PROBLEM REQUIREMENTS
Every line below that has "Tadka" in it should be copied.

(Beginning of AVAILABLE RECORDS)

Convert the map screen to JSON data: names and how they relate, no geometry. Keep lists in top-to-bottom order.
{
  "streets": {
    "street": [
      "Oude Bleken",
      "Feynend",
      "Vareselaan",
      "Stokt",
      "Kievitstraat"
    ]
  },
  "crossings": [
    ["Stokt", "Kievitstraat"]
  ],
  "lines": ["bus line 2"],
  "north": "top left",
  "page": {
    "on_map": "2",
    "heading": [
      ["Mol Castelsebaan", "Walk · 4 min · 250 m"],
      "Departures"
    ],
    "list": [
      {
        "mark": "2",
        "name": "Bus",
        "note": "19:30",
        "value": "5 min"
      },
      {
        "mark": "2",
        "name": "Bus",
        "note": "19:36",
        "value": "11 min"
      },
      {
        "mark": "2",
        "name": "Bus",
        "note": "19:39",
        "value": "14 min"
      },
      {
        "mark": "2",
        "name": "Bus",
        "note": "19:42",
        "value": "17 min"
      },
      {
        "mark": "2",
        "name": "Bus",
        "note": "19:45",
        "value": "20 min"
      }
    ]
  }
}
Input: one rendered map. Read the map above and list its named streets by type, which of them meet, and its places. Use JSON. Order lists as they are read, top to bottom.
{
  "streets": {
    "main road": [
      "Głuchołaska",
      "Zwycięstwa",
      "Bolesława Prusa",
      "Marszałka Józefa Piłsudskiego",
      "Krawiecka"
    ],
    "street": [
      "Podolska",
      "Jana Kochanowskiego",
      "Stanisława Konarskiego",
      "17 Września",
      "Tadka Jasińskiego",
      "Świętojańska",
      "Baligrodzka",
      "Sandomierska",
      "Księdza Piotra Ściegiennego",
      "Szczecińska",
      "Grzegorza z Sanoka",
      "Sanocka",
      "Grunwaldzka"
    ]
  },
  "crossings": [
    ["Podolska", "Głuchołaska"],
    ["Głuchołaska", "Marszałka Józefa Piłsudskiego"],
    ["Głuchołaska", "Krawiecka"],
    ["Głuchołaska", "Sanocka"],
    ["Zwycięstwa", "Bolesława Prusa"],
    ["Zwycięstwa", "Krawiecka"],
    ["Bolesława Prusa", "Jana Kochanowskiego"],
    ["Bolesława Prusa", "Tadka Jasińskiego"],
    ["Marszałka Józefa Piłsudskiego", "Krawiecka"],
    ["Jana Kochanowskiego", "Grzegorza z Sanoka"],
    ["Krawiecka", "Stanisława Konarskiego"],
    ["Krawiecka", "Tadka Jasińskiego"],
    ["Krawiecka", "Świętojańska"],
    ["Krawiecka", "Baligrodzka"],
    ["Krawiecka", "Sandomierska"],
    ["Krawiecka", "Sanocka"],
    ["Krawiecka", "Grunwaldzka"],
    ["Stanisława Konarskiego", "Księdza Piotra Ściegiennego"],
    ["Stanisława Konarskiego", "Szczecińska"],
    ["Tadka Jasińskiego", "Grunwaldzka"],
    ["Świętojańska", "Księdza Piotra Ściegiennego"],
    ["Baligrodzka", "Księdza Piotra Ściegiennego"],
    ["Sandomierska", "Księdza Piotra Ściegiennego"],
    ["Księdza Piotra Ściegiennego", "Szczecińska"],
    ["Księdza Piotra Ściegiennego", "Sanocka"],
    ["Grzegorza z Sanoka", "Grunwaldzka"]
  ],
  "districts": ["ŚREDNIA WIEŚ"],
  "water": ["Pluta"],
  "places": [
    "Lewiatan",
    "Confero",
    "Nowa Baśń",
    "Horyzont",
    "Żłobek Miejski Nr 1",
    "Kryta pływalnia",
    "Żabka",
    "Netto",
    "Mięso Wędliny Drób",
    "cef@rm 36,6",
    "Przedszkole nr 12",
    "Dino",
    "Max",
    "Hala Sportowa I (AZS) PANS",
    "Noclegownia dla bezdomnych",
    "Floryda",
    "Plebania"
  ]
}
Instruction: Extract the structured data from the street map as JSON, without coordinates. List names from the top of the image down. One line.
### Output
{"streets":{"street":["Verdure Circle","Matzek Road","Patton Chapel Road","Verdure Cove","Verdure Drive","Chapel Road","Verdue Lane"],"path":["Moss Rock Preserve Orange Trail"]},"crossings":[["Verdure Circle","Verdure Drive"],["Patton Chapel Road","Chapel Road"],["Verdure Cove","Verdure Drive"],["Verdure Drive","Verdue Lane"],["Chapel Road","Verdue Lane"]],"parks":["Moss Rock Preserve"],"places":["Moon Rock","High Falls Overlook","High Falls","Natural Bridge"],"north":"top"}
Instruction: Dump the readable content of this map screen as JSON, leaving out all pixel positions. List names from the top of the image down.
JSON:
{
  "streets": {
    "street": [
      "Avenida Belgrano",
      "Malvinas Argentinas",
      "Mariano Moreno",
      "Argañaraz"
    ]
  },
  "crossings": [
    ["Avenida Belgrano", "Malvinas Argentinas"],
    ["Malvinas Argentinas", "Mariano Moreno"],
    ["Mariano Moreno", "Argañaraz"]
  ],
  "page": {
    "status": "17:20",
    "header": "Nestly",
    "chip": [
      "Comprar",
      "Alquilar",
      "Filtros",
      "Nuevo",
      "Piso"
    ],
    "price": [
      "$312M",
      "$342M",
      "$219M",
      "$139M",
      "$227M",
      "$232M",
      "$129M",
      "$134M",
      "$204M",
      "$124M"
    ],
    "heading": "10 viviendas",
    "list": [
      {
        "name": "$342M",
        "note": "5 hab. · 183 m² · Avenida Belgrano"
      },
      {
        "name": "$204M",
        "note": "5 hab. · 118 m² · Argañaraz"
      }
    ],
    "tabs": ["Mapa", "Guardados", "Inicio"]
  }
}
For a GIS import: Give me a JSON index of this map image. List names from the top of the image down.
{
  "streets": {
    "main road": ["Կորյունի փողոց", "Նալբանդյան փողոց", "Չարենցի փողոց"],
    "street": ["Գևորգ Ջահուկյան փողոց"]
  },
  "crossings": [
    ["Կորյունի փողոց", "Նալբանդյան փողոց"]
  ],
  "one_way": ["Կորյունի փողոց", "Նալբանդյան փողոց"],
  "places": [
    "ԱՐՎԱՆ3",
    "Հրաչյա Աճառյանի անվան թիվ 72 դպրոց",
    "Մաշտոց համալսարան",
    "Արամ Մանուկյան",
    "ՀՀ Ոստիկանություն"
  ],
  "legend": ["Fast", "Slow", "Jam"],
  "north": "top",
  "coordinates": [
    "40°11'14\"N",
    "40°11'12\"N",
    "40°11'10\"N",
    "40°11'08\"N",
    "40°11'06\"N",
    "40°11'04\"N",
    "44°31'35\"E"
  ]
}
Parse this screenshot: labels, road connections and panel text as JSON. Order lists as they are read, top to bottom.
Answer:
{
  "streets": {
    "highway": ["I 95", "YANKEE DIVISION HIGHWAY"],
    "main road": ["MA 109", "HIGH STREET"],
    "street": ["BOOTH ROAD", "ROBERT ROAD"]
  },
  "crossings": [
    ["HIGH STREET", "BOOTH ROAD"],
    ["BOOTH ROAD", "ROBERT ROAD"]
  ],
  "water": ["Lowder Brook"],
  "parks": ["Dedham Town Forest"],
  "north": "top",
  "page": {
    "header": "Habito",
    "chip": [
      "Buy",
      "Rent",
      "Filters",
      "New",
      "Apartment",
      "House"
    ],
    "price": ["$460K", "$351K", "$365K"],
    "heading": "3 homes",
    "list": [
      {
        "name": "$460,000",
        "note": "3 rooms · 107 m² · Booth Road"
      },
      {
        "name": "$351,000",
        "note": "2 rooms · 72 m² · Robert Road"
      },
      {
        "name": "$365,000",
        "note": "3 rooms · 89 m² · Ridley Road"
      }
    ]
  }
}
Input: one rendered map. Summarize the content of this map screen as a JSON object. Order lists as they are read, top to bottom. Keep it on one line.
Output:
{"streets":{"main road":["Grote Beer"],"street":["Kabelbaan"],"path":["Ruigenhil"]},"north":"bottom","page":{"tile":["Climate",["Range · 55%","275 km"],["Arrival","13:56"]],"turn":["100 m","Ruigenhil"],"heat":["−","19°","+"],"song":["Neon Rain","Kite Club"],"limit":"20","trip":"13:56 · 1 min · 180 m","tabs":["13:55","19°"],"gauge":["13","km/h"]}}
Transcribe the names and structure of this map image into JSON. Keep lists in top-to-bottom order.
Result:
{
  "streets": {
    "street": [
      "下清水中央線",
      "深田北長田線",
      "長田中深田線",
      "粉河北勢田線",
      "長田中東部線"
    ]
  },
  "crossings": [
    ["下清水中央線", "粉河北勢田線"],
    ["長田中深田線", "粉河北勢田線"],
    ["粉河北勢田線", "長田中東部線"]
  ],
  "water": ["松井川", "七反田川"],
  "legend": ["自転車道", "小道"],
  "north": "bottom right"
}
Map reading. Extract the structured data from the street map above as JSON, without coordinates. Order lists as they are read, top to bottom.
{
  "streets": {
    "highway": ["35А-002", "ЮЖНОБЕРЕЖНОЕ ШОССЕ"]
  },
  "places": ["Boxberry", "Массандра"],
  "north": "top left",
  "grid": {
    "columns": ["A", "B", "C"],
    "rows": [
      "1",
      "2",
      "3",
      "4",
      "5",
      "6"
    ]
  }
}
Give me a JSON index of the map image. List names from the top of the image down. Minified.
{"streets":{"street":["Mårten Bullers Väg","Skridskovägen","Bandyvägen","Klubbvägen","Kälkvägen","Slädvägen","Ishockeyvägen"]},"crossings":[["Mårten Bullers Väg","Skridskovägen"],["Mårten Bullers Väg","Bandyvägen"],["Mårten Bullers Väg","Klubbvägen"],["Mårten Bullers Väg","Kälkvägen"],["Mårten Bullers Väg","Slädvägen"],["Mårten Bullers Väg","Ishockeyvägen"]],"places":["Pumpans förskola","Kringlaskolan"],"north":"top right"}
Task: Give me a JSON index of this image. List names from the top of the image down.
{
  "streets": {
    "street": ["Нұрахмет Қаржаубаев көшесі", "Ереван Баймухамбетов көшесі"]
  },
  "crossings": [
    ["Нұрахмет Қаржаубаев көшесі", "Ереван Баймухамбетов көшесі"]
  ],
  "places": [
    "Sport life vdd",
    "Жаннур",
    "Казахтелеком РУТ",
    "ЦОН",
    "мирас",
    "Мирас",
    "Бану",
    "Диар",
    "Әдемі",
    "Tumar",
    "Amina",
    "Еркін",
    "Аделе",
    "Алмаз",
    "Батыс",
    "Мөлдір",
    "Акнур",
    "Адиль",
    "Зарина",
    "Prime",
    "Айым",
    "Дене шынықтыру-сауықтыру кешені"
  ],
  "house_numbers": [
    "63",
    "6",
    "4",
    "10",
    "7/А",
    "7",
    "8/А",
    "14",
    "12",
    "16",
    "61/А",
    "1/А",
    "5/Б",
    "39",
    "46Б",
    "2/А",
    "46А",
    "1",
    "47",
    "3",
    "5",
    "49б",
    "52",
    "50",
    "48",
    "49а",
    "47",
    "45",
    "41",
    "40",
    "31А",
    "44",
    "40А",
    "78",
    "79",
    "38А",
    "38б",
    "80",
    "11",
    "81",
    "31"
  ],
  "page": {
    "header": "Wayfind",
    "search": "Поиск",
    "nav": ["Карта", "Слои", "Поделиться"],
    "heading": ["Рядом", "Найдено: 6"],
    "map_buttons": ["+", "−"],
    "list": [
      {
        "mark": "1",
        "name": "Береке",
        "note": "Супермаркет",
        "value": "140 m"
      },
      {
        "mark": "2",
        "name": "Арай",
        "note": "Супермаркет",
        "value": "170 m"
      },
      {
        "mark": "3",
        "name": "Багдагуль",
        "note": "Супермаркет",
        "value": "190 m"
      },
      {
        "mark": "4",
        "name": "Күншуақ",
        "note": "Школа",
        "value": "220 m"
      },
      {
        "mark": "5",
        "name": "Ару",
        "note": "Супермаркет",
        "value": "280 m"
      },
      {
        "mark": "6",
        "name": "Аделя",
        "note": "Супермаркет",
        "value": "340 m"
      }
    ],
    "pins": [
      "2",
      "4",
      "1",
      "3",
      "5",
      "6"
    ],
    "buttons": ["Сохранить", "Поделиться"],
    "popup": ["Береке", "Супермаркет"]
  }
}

(End of AVAILABLE RECORDS)

OUTPUT FOR THIS TASK
      "Tadka Jasińskiego",
    ["Bolesława Prusa", "Tadka Jasińskiego"],
    ["Krawiecka", "Tadka Jasińskiego"],
    ["Tadka Jasińskiego", "Grunwaldzka"],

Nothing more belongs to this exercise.